§ Work instruction:
Give back every record exactly as it reads.

□ □ □ □

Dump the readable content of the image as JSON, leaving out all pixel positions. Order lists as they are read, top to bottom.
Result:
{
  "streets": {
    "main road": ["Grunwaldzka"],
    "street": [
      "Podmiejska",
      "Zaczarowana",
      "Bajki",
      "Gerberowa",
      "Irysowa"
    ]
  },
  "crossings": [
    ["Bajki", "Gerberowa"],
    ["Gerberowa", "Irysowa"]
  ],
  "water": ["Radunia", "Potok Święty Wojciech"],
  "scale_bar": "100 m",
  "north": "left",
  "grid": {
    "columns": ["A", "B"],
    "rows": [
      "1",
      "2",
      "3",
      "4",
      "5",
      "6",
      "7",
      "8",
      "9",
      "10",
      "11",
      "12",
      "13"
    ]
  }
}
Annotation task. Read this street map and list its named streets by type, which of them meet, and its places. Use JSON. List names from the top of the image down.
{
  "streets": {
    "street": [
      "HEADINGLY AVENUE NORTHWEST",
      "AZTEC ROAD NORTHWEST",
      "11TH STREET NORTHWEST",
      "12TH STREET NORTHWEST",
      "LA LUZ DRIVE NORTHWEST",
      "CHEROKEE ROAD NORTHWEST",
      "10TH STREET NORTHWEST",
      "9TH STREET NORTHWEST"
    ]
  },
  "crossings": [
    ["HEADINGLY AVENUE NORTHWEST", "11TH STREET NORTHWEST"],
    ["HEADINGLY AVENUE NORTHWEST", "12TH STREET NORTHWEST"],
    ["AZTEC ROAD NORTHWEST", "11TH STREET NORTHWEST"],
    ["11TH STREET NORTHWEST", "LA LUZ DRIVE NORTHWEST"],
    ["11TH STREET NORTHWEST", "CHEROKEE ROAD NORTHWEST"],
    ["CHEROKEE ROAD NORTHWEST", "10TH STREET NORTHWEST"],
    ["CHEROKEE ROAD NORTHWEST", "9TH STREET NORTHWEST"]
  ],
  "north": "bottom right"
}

□ □ □ □

§ Answer space:
Dump the readable content of the image as JSON, leaving out all pixel positions. Order lists as they are read, top to bottom.
Result:
{
  "streets": {
    "main road": ["Grunwaldzka"],
    "street": [
      "Podmiejska",
      "Zaczarowana",
      "Bajki",
      "Gerberowa",
      "Irysowa"
    ]
  },
  "crossings": [
    ["Bajki", "Gerberowa"],
    ["Gerberowa", "Irysowa"]
  ],
  "water": ["Radunia", "Potok Święty Wojciech"],
  "scale_bar": "100 m",
  "north": "left",
  "grid": {
    "columns": ["A", "B"],
    "rows": [
      "1",
      "2",
      "3",
      "4",
      "5",
      "6",
      "7",
      "8",
      "9",
      "10",
      "11",
      "12",
      "13"
    ]
  }
}
Annotation task. Read this street map and list its named streets by type, which of them meet, and its places. Use JSON. List names from the top of the image down.
{
  "streets": {
    "street": [
      "HEADINGLY AVENUE NORTHWEST",
      "AZTEC ROAD NORTHWEST",
      "11TH STREET NORTHWEST",
      "12TH STREET NORTHWEST",
      "LA LUZ DRIVE NORTHWEST",
      "CHEROKEE ROAD NORTHWEST",
      "10TH STREET NORTHWEST",
      "9TH STREET NORTHWEST"
    ]
  },
  "crossings": [
    ["HEADINGLY AVENUE NORTHWEST", "11TH STREET NORTHWEST"],
    ["HEADINGLY AVENUE NORTHWEST", "12TH STREET NORTHWEST"],
    ["AZTEC ROAD NORTHWEST", "11TH STREET NORTHWEST"],
    ["11TH STREET NORTHWEST", "LA LUZ DRIVE NORTHWEST"],
    ["11TH STREET NORTHWEST", "CHEROKEE ROAD NORTHWEST"],
    ["CHEROKEE ROAD NORTHWEST", "10TH STREET NORTHWEST"],
    ["CHEROKEE ROAD NORTHWEST", "9TH STREET NORTHWEST"]
  ],
  "north": "bottom right"
}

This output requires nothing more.